- [THE TASK]:
Every line that contains "Drive" must be located and copied from the data.

- [DATA]:
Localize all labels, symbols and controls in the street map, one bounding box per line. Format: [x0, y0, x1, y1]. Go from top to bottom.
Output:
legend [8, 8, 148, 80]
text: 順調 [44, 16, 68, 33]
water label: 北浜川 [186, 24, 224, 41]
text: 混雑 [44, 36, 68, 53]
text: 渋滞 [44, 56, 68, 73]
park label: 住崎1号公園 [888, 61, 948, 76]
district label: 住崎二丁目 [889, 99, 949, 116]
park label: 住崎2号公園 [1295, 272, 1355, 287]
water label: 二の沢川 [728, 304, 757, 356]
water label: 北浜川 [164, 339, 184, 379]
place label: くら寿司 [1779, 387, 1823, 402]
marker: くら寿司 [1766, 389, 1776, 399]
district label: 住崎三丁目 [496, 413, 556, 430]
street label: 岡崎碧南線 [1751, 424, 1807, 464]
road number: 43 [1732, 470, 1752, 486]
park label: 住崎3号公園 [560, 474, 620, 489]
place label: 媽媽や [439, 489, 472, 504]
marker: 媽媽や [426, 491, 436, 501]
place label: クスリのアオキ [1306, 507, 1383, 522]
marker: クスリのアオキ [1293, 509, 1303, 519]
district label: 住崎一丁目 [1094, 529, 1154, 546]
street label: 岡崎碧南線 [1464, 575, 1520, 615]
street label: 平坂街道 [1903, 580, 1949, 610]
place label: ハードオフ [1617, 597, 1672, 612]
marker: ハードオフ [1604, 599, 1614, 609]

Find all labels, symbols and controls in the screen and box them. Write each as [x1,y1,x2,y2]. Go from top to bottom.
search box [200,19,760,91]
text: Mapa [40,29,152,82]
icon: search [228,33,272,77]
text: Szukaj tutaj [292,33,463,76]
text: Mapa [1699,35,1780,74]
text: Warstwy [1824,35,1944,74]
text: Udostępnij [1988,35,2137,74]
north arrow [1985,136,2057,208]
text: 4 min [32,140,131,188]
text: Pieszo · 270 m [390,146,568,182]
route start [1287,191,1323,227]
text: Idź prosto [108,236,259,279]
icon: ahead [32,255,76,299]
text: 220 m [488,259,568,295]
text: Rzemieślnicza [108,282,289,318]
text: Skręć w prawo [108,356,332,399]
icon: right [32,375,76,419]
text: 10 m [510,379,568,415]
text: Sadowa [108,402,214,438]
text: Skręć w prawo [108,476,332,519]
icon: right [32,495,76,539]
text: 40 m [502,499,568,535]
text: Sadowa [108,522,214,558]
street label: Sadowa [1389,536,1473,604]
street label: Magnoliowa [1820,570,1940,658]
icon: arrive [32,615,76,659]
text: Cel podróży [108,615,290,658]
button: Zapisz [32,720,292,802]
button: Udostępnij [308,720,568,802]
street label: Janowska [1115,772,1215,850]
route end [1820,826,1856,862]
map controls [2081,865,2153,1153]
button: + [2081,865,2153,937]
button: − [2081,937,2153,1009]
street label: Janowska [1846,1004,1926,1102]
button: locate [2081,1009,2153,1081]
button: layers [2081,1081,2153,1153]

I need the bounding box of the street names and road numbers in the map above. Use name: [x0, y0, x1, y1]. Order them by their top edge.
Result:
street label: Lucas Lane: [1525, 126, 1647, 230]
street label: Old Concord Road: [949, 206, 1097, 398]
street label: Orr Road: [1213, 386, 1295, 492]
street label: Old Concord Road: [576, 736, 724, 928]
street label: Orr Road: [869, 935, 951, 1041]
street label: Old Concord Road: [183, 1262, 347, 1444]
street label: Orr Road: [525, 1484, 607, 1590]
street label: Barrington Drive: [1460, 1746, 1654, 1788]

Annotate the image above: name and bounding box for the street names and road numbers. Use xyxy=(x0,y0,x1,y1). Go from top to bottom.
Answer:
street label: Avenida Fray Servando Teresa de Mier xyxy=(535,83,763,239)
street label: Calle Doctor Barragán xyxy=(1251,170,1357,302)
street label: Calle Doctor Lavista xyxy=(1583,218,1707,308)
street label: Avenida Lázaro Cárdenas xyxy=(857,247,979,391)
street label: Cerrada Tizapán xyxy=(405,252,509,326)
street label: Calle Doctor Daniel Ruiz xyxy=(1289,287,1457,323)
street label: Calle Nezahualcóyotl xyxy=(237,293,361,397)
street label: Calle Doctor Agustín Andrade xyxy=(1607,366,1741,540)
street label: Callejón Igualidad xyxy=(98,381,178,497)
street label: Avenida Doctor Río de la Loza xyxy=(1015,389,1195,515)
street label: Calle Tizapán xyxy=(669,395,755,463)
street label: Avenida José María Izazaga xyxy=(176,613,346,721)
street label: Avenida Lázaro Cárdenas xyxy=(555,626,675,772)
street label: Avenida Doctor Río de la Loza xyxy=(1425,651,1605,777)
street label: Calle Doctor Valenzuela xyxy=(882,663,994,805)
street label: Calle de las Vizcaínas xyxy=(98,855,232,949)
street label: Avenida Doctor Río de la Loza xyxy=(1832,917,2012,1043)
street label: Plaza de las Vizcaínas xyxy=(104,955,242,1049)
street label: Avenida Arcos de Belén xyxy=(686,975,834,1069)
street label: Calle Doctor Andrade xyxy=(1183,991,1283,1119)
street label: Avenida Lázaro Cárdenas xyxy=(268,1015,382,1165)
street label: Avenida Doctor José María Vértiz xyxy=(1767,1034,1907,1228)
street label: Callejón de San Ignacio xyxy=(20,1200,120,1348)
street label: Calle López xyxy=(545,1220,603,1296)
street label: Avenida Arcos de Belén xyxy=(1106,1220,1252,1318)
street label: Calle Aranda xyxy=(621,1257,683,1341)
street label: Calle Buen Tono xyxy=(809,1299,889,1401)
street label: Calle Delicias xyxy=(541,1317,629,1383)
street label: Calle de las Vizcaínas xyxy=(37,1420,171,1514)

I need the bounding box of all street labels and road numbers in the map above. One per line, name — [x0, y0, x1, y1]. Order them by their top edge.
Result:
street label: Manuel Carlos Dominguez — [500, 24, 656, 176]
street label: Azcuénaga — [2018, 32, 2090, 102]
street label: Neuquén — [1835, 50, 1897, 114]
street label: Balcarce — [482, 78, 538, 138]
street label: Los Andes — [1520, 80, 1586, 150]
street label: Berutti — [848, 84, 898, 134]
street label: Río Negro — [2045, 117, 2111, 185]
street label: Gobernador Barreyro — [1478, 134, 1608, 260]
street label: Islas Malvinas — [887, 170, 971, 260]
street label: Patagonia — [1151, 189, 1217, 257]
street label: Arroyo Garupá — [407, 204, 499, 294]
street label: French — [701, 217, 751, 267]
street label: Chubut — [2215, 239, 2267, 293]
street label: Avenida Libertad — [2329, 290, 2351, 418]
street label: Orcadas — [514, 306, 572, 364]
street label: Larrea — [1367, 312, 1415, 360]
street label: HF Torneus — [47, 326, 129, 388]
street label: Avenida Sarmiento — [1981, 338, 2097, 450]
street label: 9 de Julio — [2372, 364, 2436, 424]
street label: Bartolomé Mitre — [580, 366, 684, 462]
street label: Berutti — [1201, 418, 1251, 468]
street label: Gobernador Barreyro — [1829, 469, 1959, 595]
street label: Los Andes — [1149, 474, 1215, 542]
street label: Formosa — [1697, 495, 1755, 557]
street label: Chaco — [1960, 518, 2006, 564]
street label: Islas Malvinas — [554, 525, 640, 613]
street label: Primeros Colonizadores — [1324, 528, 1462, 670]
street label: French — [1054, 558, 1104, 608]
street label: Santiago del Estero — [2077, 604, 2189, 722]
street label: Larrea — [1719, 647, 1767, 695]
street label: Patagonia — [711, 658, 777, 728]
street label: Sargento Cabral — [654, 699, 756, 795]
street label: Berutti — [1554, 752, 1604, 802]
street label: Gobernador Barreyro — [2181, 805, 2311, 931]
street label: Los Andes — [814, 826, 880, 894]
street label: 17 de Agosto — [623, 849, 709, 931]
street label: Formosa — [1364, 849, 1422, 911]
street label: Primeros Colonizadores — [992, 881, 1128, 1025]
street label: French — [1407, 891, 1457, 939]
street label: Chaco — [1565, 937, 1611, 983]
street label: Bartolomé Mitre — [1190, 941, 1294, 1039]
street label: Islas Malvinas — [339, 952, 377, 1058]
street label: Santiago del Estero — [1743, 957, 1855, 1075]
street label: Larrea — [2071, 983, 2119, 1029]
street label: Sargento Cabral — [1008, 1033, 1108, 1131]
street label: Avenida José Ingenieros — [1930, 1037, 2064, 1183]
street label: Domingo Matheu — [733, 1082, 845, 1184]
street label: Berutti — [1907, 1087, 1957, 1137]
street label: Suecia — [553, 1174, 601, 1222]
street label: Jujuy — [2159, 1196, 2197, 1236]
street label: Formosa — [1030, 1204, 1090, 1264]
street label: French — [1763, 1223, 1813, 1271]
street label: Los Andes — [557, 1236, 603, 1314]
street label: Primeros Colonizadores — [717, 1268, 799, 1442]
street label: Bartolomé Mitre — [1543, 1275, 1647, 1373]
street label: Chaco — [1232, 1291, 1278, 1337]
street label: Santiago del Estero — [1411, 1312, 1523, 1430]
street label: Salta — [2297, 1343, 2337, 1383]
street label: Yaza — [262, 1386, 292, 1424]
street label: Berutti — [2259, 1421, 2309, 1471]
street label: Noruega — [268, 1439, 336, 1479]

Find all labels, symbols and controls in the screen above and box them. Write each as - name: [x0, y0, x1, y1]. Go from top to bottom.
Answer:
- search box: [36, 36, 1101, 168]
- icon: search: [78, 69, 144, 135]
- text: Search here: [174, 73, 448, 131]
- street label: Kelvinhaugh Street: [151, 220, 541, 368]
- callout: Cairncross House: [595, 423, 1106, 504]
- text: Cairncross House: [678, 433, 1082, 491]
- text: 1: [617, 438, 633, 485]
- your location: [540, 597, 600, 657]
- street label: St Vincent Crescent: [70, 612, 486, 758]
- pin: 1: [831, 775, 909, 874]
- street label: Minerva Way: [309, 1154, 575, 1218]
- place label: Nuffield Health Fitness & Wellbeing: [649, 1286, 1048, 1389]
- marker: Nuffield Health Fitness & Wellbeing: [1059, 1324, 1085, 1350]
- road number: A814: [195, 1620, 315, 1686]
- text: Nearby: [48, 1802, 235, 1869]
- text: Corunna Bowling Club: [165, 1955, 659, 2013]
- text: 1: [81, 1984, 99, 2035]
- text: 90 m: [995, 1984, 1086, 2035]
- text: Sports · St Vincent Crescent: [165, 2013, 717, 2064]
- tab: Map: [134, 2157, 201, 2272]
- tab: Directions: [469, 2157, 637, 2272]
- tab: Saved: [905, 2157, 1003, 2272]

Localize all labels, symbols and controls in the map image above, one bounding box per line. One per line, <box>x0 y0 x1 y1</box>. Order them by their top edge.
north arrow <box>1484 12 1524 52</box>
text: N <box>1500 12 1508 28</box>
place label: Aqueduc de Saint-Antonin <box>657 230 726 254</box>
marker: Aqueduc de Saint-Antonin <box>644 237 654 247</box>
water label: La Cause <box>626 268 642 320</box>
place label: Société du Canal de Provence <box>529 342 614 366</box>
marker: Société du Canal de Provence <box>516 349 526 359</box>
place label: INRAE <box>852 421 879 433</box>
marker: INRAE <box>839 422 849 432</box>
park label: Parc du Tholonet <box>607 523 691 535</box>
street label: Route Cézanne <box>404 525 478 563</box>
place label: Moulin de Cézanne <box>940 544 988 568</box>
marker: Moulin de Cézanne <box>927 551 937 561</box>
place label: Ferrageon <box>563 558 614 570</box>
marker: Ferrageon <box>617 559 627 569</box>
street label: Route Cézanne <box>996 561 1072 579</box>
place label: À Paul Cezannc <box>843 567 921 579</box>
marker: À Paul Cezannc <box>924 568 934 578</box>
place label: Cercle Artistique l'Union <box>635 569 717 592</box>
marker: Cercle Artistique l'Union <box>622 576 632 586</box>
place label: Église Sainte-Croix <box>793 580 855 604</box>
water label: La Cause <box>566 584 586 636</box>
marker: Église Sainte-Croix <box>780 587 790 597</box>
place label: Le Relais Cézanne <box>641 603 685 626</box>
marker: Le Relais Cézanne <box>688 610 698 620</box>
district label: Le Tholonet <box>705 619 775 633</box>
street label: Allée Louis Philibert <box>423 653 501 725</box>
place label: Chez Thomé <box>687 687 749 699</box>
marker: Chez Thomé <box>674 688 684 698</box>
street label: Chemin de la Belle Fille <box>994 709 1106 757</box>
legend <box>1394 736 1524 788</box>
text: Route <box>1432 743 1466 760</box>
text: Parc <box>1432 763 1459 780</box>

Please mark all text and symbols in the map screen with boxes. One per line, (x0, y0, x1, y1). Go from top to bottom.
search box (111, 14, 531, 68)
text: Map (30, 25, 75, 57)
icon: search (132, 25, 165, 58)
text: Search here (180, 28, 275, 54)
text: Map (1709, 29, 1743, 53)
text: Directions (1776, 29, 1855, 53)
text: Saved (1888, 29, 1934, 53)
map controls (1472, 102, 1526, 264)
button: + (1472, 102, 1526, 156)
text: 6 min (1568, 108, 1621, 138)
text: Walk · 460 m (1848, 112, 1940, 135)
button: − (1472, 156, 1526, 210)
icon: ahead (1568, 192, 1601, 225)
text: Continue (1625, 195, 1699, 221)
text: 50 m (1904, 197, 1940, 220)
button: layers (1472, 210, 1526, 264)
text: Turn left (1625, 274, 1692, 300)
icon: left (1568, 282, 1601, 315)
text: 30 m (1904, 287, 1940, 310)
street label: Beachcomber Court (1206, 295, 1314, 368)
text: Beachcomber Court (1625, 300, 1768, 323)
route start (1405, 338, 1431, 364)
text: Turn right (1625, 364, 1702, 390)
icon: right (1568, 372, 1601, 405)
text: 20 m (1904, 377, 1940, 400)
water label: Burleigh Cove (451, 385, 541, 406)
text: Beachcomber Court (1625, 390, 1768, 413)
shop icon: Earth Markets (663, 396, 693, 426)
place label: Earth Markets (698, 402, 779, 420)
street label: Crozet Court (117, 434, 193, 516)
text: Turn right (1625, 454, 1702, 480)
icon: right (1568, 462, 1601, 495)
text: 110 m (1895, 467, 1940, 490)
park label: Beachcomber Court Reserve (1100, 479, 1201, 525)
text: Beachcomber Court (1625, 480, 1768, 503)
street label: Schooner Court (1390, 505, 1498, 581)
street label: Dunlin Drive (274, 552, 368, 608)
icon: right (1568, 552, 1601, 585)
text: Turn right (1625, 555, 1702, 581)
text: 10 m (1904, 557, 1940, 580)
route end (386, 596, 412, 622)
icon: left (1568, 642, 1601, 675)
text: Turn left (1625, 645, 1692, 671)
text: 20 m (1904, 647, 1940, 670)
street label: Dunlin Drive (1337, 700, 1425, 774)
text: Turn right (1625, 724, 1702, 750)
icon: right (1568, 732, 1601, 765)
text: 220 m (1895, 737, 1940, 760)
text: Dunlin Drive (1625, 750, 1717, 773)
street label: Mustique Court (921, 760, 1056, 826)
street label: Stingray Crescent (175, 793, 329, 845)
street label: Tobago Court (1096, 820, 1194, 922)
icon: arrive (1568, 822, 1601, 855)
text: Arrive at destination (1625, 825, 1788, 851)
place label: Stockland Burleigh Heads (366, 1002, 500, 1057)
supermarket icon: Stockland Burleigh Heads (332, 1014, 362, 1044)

- [RESULT FOR THIS EXERCISE]:
street label: Barrington Drive: [1460, 1746, 1654, 1788]
street label: Dunlin Drive (274, 552, 368, 608)
street label: Dunlin Drive (1337, 700, 1425, 774)
text: Dunlin Drive (1625, 750, 1717, 773)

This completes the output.